── Supplied information ──

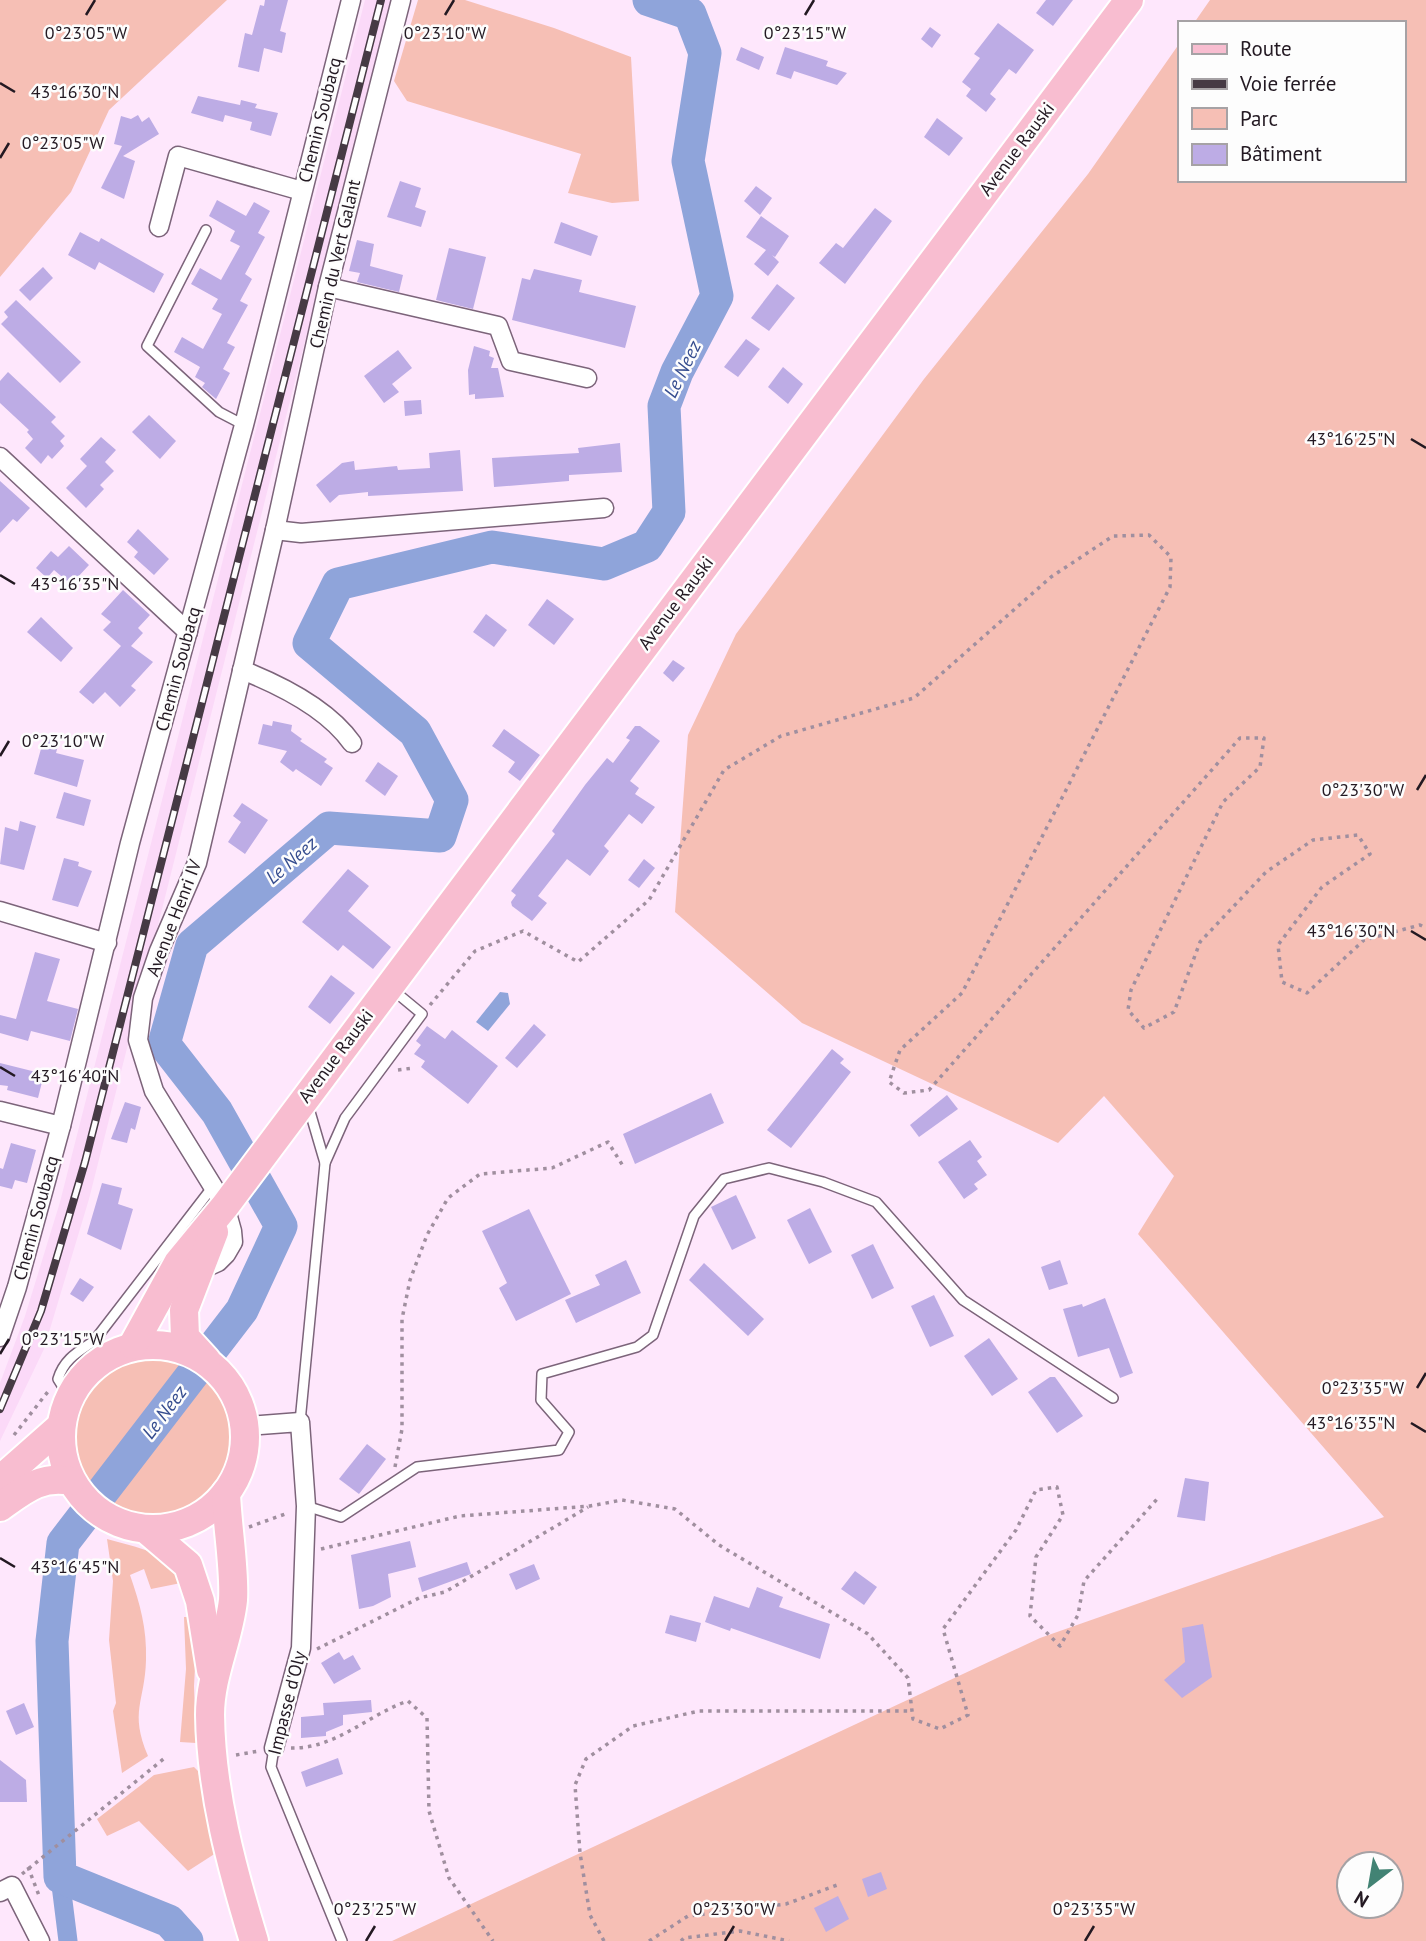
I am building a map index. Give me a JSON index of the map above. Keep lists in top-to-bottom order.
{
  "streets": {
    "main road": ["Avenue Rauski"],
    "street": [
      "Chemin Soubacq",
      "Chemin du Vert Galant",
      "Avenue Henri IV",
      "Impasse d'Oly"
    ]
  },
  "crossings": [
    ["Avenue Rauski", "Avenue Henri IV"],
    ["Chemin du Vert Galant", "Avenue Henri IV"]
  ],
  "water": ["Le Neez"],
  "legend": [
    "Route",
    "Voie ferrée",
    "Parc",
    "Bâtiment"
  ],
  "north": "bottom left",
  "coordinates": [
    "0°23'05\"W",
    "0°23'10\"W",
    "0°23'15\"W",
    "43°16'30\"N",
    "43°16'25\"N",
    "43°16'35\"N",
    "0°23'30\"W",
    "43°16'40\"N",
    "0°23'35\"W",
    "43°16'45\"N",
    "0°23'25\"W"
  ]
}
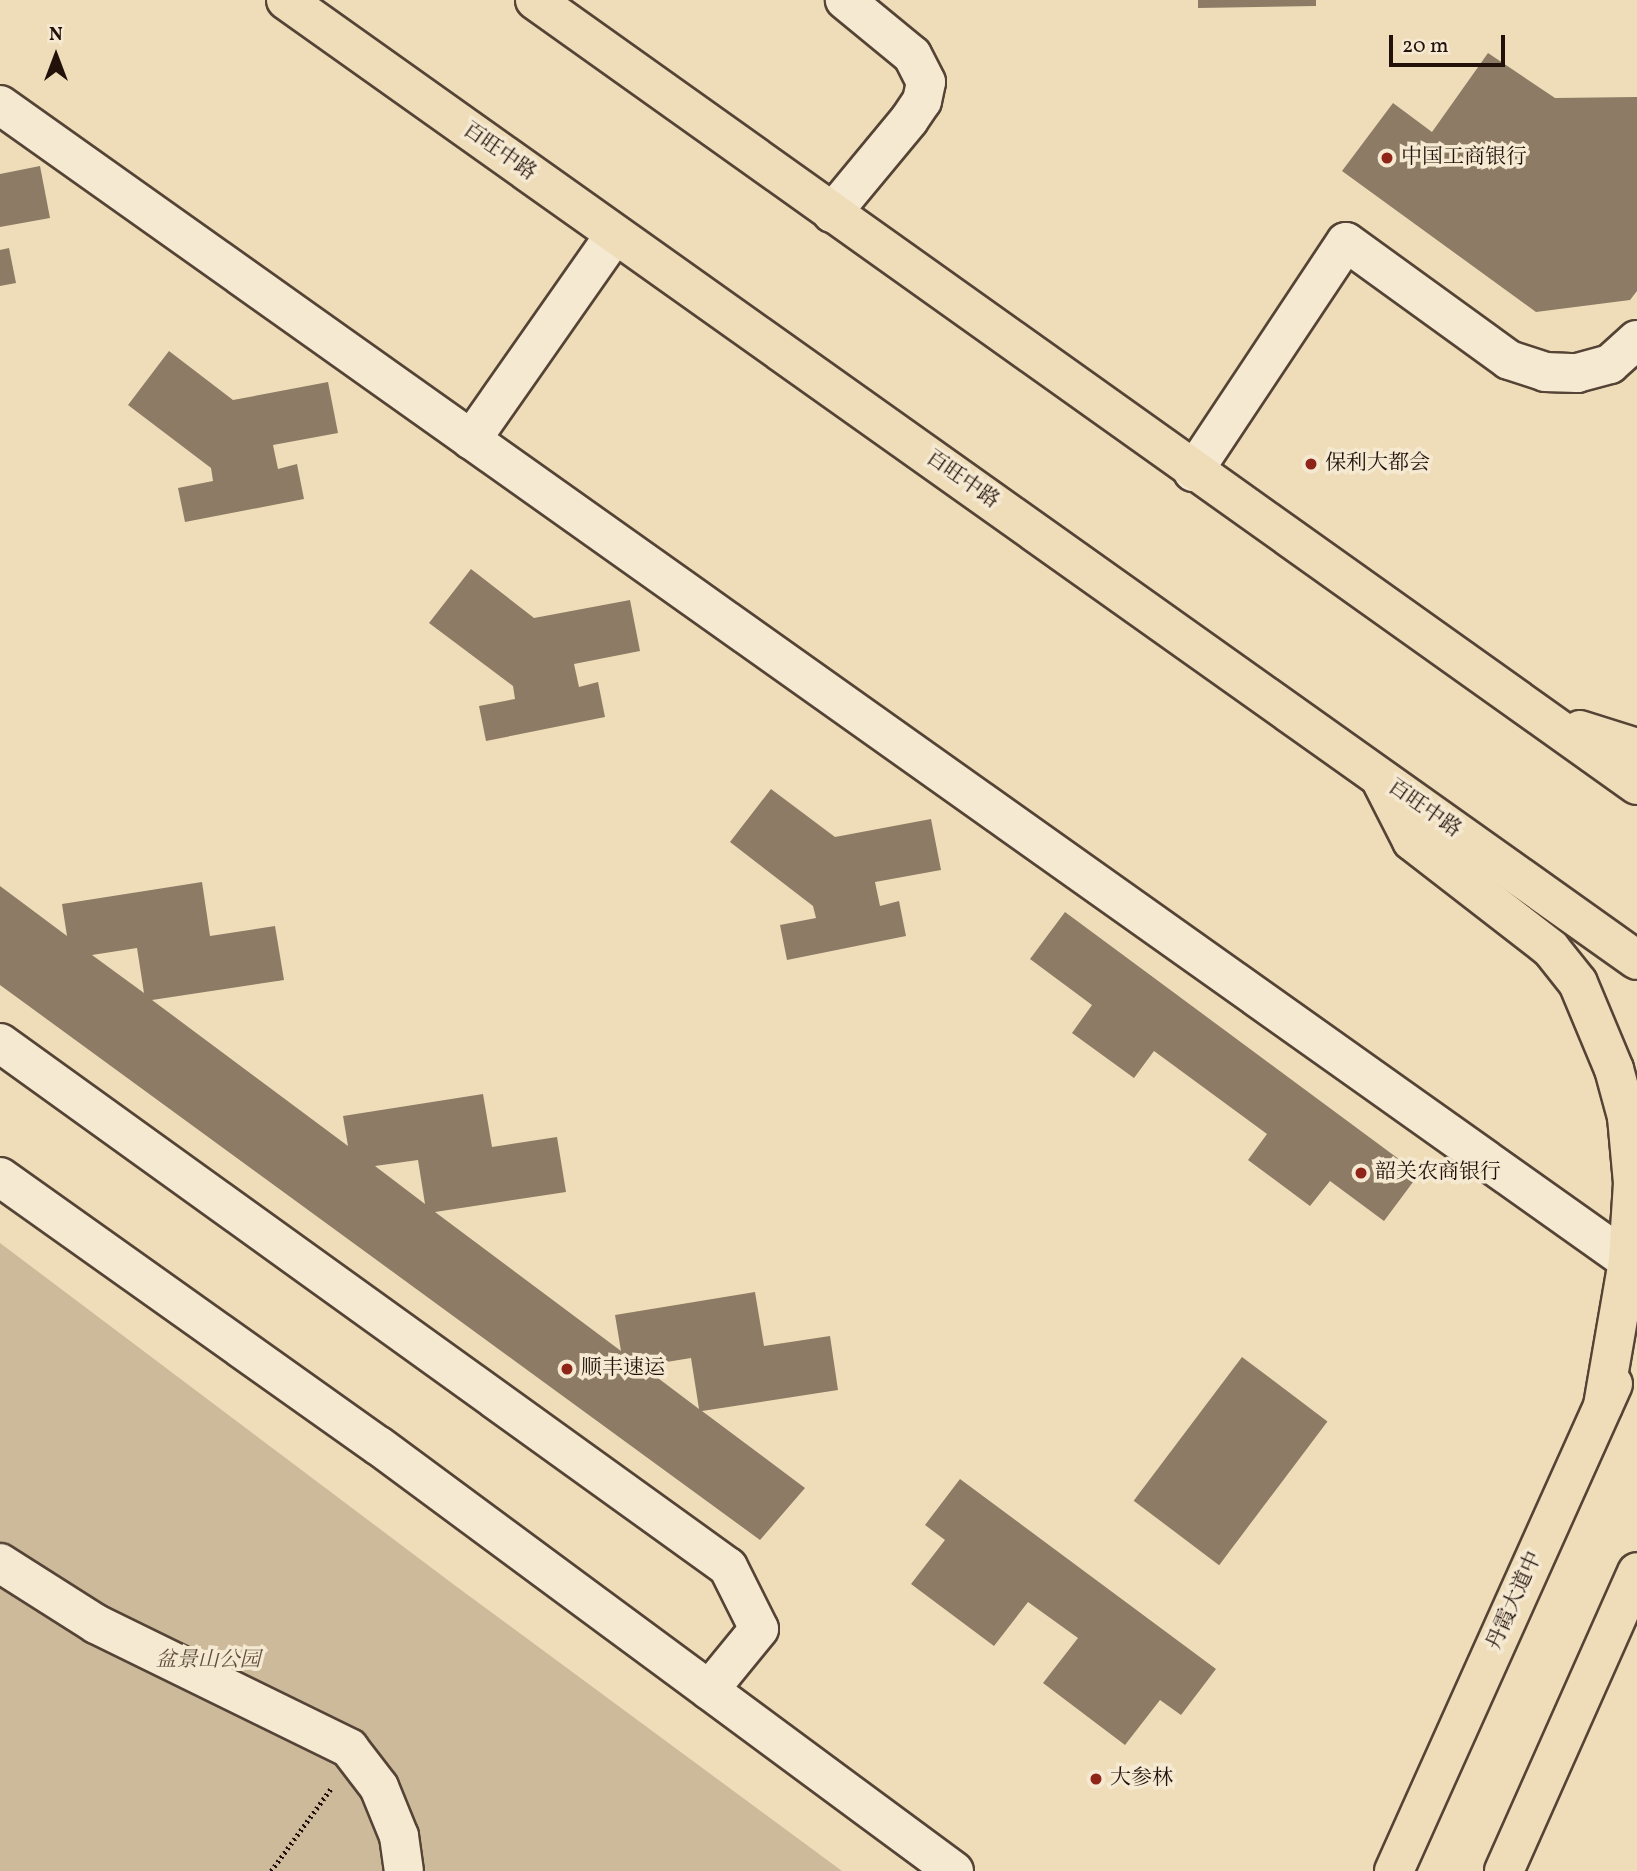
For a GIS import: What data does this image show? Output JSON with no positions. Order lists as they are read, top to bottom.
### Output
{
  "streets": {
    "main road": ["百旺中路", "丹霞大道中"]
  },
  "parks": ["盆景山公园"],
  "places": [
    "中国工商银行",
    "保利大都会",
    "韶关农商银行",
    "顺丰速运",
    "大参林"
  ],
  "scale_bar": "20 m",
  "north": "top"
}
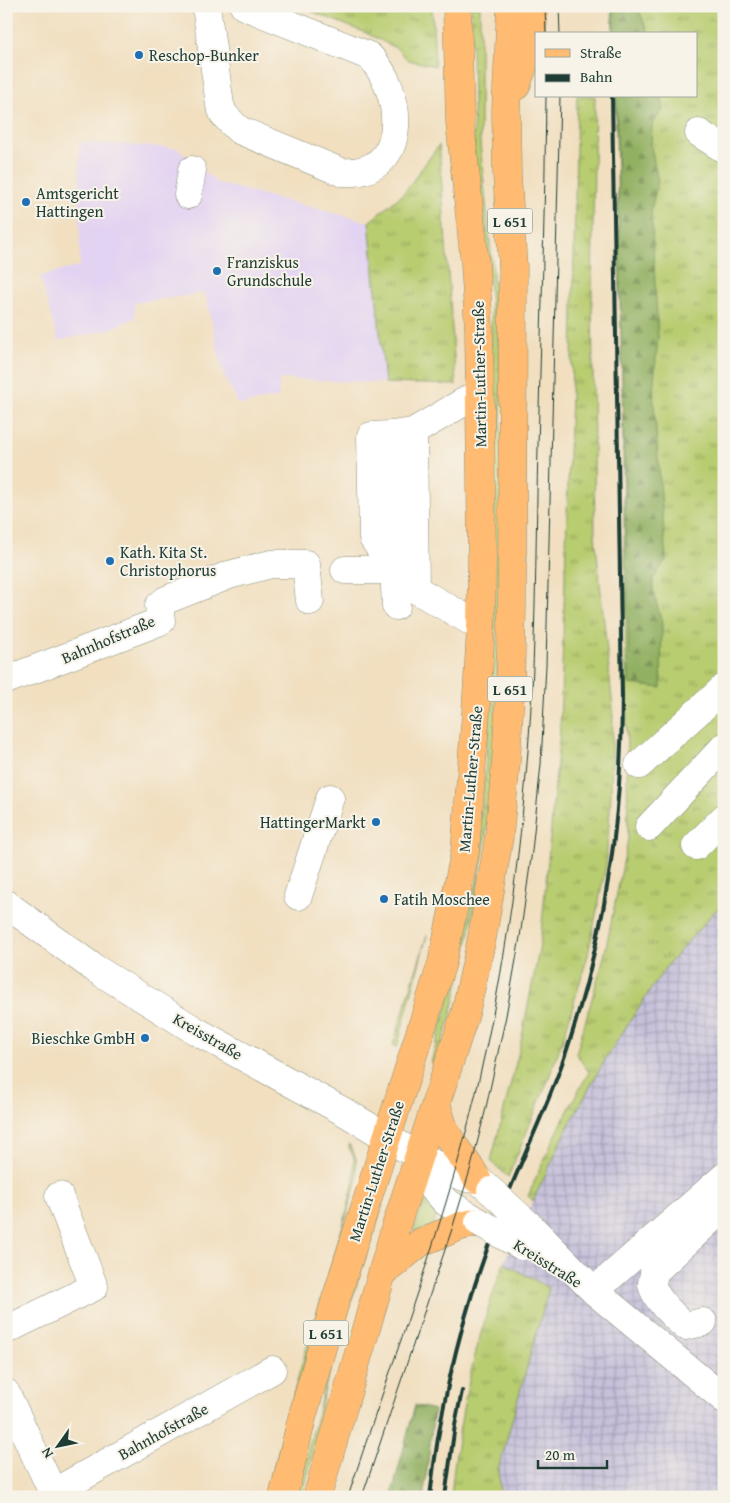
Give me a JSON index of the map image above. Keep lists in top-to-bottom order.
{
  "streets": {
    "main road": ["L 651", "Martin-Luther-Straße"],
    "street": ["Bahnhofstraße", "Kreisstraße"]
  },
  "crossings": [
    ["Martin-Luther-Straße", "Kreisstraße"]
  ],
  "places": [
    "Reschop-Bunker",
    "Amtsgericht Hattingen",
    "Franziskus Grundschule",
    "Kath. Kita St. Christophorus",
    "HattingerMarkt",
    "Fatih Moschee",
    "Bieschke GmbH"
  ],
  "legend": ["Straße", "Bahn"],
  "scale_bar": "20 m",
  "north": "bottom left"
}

───

**Exercise:** Leave every picture out and copy precisely the lines from the one containing "For a GIS import: What" through the last line of the data above, both ends included.

**Problem solution:**
For a GIS import: What data does this image show? Output JSON with no positions. Order lists as they are read, top to bottom.
### Output
{
  "streets": {
    "main road": ["百旺中路", "丹霞大道中"]
  },
  "parks": ["盆景山公园"],
  "places": [
    "中国工商银行",
    "保利大都会",
    "韶关农商银行",
    "顺丰速运",
    "大参林"
  ],
  "scale_bar": "20 m",
  "north": "top"
}
Give me a JSON index of the map image above. Keep lists in top-to-bottom order.
{
  "streets": {
    "main road": ["L 651", "Martin-Luther-Straße"],
    "street": ["Bahnhofstraße", "Kreisstraße"]
  },
  "crossings": [
    ["Martin-Luther-Straße", "Kreisstraße"]
  ],
  "places": [
    "Reschop-Bunker",
    "Amtsgericht Hattingen",
    "Franziskus Grundschule",
    "Kath. Kita St. Christophorus",
    "HattingerMarkt",
    "Fatih Moschee",
    "Bieschke GmbH"
  ],
  "legend": ["Straße", "Bahn"],
  "scale_bar": "20 m",
  "north": "bottom left"
}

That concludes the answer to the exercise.